**TASK ITEM:**
In your copy, repeat the records exactly and leave out the pictures.

▼

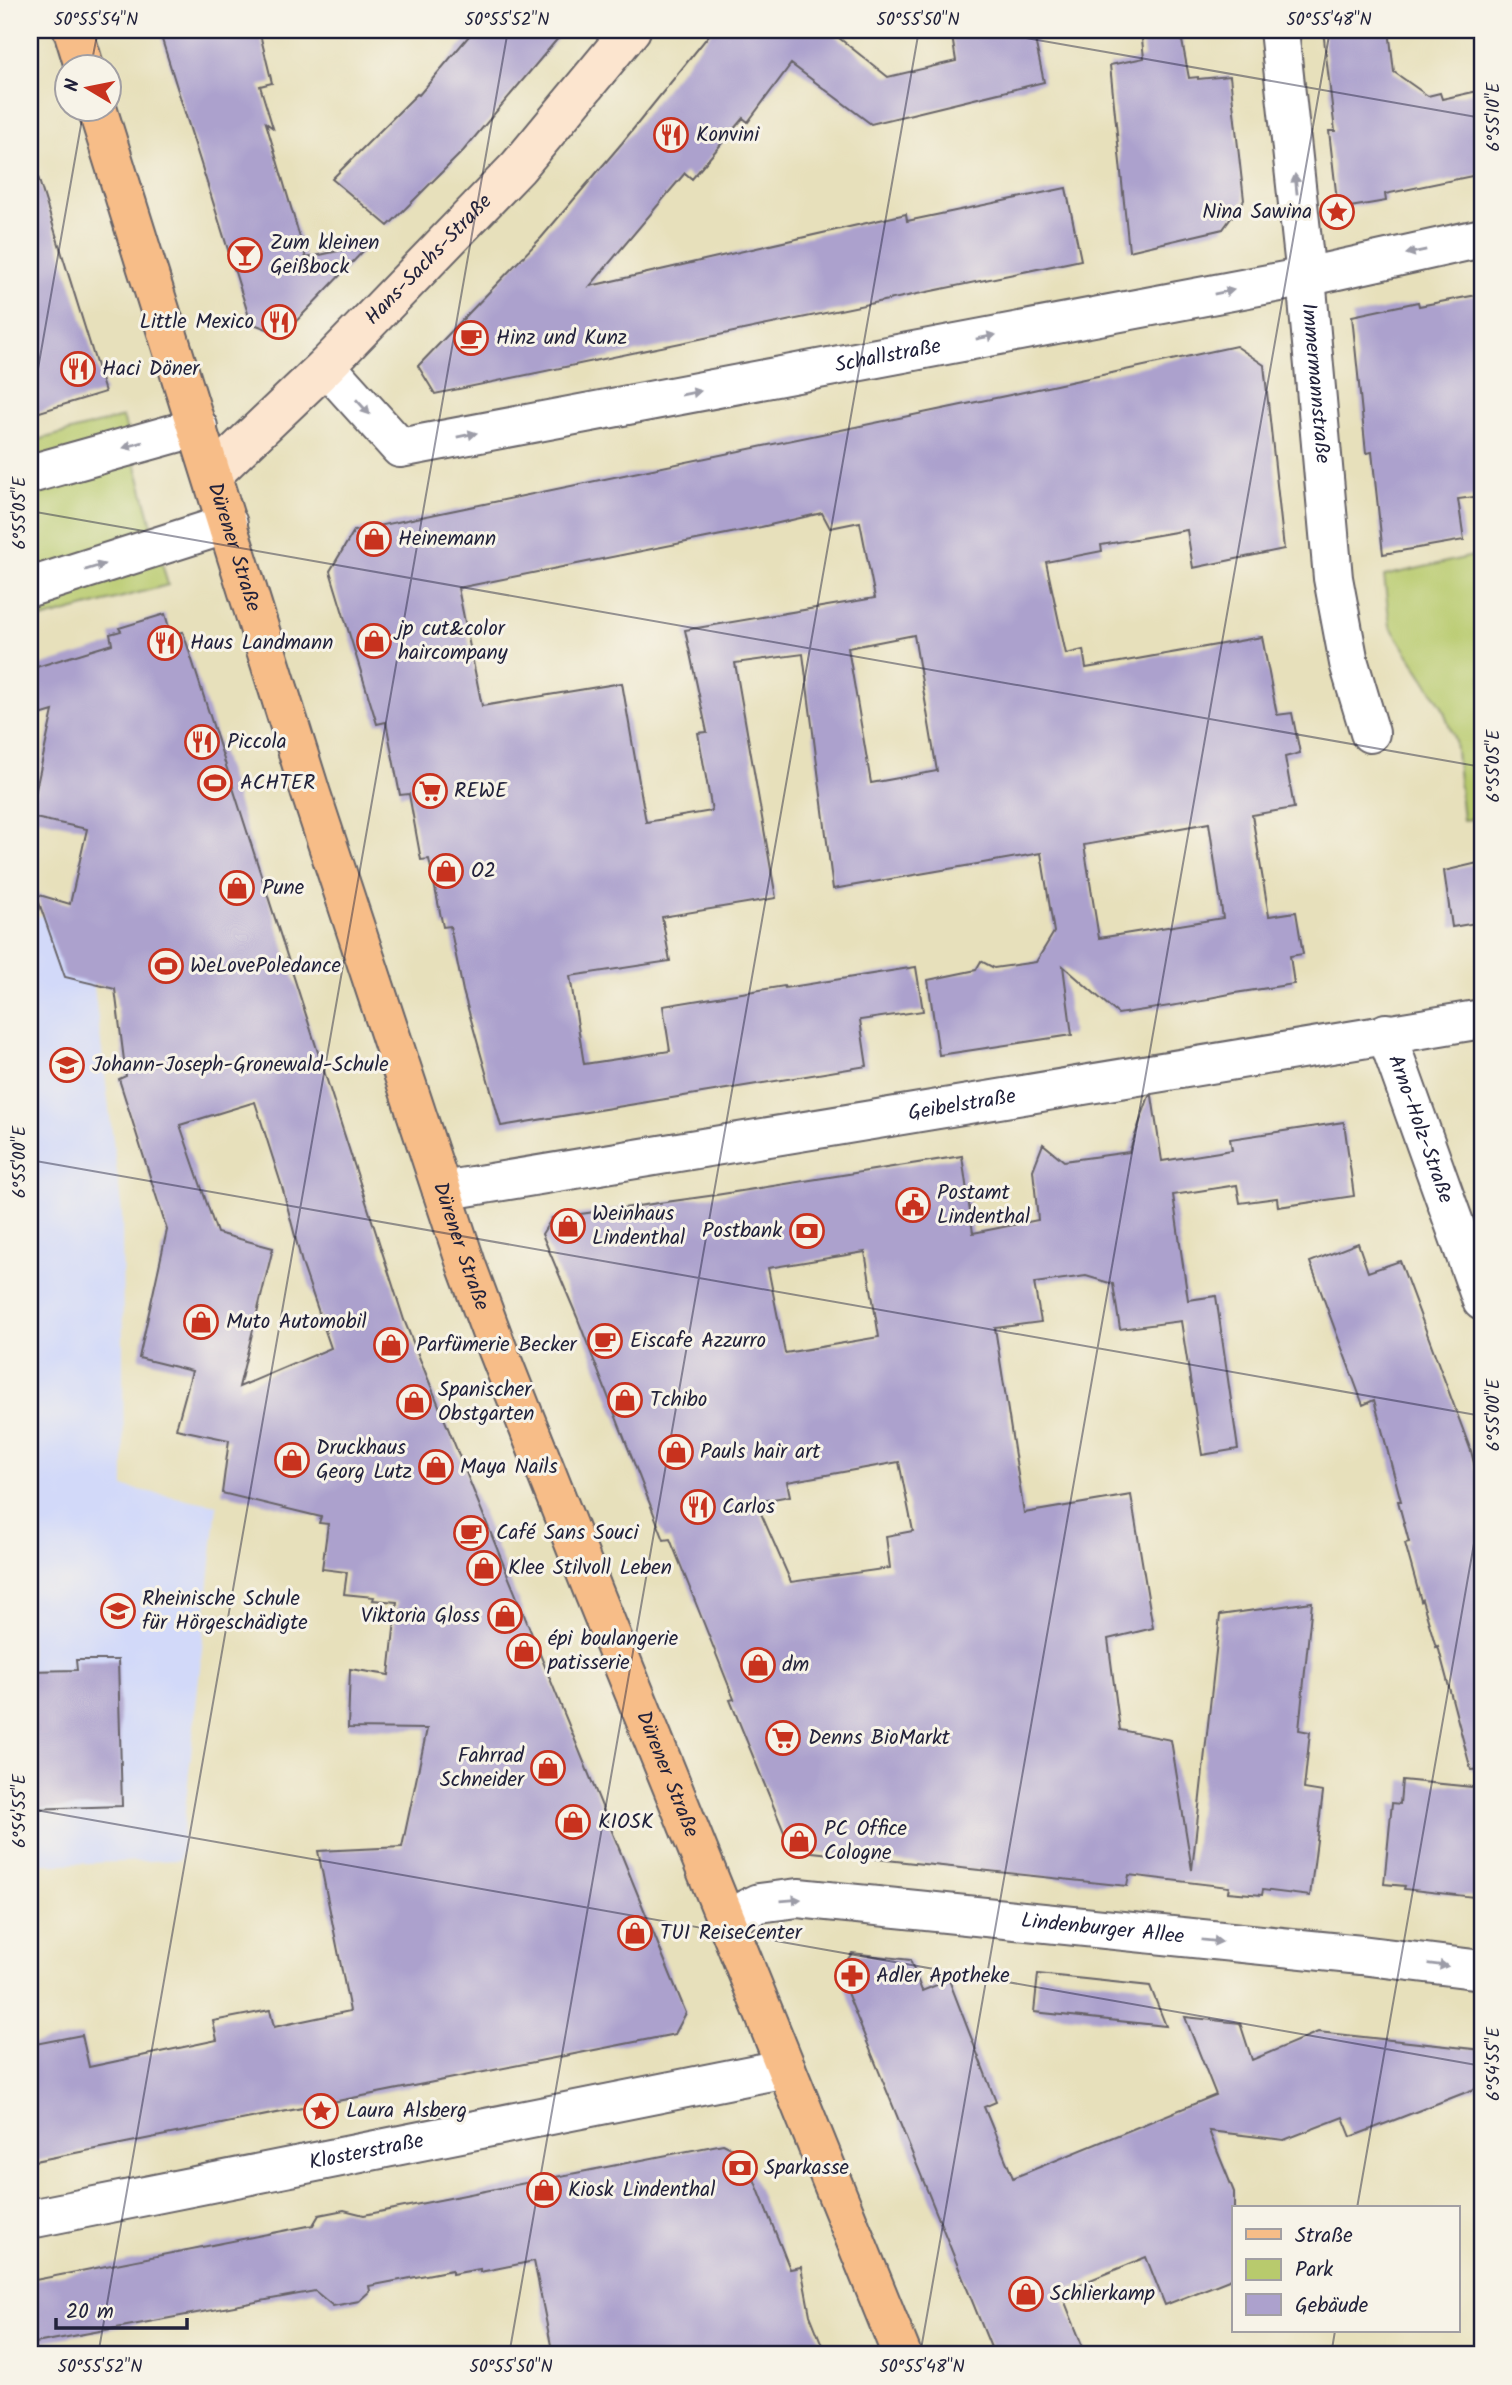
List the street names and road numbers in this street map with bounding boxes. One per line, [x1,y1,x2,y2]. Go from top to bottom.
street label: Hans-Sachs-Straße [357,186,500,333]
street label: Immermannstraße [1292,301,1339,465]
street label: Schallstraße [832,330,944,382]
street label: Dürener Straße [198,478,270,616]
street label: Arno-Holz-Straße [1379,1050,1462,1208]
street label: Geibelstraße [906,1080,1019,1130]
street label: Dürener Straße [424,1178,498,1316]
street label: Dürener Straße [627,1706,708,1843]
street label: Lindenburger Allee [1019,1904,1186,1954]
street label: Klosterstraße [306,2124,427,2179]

▲

**THE ANSWER:**
List the street names and road numbers in this street map with bounding boxes. One per line, [x1,y1,x2,y2]. Go from top to bottom.
street label: Hans-Sachs-Straße [357,186,500,333]
street label: Immermannstraße [1292,301,1339,465]
street label: Schallstraße [832,330,944,382]
street label: Dürener Straße [198,478,270,616]
street label: Arno-Holz-Straße [1379,1050,1462,1208]
street label: Geibelstraße [906,1080,1019,1130]
street label: Dürener Straße [424,1178,498,1316]
street label: Dürener Straße [627,1706,708,1843]
street label: Lindenburger Allee [1019,1904,1186,1954]
street label: Klosterstraße [306,2124,427,2179]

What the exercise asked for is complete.